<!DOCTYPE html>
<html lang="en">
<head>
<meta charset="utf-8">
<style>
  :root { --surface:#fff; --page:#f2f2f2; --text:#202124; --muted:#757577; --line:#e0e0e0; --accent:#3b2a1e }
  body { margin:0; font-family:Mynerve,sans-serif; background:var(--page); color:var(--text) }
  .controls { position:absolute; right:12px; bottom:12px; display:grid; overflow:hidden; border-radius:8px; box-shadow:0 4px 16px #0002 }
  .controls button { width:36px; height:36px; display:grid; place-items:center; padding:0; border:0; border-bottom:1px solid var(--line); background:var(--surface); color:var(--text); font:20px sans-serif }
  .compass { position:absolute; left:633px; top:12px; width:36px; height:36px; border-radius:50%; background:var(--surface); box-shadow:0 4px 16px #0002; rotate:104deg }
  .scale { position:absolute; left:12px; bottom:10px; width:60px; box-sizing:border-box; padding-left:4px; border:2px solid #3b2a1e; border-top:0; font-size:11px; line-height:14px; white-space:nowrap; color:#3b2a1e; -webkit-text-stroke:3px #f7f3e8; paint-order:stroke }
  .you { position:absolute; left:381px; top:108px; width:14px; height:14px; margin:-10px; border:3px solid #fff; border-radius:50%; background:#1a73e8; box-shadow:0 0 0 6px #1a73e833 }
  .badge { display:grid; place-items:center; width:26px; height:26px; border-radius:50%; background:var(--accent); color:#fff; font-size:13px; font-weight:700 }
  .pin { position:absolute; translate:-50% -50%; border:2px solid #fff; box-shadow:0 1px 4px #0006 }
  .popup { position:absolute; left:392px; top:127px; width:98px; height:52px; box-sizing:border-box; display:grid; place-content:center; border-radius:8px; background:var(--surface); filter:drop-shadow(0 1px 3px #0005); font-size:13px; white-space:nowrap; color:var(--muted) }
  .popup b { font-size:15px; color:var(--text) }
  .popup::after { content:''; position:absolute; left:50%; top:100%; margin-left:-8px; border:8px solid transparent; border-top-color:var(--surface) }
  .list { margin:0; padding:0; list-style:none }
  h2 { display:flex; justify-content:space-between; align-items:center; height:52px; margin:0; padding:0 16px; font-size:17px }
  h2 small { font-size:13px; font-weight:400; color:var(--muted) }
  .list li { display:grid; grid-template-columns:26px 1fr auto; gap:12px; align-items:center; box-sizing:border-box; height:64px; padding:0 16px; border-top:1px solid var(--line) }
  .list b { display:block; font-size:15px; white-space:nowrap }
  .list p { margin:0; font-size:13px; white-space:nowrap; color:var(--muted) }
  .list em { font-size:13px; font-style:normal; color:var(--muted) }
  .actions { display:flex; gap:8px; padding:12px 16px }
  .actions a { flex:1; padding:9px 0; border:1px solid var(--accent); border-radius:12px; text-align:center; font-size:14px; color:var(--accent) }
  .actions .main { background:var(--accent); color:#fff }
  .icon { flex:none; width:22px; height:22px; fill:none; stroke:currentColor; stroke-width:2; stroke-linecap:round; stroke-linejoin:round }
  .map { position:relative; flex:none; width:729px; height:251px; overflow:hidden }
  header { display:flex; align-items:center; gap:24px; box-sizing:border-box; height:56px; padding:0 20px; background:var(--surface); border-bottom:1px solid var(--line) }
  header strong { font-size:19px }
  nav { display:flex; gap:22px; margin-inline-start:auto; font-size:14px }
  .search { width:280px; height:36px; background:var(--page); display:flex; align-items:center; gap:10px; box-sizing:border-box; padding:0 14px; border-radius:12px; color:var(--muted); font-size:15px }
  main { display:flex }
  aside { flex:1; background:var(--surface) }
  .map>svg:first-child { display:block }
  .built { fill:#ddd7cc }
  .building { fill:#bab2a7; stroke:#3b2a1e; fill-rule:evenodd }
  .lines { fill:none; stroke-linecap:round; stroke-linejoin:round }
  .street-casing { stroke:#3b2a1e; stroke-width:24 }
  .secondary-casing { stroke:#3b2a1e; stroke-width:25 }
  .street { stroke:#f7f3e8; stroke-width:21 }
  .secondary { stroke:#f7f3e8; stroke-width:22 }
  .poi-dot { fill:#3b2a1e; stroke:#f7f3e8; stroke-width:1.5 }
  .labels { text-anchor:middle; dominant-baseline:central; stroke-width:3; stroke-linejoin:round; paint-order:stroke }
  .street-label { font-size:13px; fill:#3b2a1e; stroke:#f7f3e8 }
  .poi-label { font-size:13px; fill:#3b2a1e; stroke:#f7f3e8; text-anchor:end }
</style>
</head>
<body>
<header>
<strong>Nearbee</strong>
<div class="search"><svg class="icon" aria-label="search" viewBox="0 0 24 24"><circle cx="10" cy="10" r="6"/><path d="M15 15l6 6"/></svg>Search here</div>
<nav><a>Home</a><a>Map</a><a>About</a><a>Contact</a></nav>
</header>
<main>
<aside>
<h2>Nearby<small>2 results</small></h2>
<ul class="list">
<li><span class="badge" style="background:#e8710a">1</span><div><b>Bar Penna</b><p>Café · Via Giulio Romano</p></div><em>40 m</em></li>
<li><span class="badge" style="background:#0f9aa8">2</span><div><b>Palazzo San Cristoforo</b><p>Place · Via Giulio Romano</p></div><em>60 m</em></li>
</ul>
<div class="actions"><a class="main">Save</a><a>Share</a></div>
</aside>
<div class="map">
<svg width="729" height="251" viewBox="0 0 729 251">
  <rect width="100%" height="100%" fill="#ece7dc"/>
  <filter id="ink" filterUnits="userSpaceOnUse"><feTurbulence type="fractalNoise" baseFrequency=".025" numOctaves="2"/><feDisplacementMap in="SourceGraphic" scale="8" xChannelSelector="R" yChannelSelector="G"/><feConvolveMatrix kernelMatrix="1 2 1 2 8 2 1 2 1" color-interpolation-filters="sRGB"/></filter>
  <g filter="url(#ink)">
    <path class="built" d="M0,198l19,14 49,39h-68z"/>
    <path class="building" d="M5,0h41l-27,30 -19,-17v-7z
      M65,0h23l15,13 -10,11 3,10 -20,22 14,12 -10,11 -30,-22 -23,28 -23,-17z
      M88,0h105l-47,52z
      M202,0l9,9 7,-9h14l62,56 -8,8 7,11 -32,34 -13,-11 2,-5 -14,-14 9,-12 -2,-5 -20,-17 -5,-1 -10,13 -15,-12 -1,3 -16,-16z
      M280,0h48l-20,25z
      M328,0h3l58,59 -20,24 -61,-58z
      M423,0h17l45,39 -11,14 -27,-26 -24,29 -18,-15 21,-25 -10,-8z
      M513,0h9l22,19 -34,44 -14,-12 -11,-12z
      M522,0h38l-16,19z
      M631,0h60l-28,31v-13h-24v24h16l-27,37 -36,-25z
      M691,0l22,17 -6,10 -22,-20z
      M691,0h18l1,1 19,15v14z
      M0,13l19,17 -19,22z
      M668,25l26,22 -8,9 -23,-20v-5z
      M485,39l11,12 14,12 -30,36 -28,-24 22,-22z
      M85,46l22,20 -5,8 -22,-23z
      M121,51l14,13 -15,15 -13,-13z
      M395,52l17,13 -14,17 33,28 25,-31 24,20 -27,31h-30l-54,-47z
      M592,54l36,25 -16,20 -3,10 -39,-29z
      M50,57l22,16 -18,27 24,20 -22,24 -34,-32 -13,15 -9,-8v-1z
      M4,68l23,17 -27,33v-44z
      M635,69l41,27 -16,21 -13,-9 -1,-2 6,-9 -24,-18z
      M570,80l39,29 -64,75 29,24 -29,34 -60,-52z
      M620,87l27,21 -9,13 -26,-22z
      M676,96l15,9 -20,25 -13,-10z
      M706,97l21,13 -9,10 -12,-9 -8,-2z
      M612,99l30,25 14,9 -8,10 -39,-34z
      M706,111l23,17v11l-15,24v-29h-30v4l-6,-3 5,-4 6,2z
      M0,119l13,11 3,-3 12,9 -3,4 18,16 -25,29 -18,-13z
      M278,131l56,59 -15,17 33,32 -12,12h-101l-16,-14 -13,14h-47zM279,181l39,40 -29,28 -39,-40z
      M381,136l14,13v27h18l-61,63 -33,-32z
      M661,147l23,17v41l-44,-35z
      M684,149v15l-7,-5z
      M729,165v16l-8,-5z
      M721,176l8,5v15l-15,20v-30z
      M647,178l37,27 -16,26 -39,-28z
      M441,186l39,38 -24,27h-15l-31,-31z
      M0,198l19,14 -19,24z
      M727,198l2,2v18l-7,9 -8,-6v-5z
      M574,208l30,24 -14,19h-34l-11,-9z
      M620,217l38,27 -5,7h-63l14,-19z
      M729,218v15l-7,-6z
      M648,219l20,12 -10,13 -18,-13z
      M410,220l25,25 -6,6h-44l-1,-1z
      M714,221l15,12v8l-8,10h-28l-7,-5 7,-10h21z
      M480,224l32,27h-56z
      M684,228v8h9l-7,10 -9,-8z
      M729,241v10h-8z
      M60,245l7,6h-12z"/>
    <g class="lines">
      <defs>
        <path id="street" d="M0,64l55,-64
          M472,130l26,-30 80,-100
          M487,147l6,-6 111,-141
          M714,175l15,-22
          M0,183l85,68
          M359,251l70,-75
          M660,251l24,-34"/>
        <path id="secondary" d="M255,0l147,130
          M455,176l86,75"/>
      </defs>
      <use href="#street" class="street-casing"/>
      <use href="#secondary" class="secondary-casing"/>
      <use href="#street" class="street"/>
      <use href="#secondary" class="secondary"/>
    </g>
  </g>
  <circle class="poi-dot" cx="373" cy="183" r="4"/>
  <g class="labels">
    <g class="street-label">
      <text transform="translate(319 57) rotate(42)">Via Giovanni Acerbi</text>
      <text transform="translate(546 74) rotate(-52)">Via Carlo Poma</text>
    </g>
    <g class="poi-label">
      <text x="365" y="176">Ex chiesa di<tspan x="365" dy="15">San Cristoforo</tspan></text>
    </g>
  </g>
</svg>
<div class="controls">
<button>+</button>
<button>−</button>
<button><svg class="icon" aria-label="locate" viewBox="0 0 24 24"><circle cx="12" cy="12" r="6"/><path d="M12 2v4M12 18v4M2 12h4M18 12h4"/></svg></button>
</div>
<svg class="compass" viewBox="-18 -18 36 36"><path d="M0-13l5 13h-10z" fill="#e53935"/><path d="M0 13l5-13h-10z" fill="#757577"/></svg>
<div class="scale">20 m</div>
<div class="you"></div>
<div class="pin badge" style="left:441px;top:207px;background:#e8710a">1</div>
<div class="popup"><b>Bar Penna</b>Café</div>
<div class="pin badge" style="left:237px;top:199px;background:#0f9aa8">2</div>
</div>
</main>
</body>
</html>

==*==

Which lines hold the word "aside"? Return all of them from the records above.

  aside { flex:1; background:var(--surface) }
<aside>
</aside>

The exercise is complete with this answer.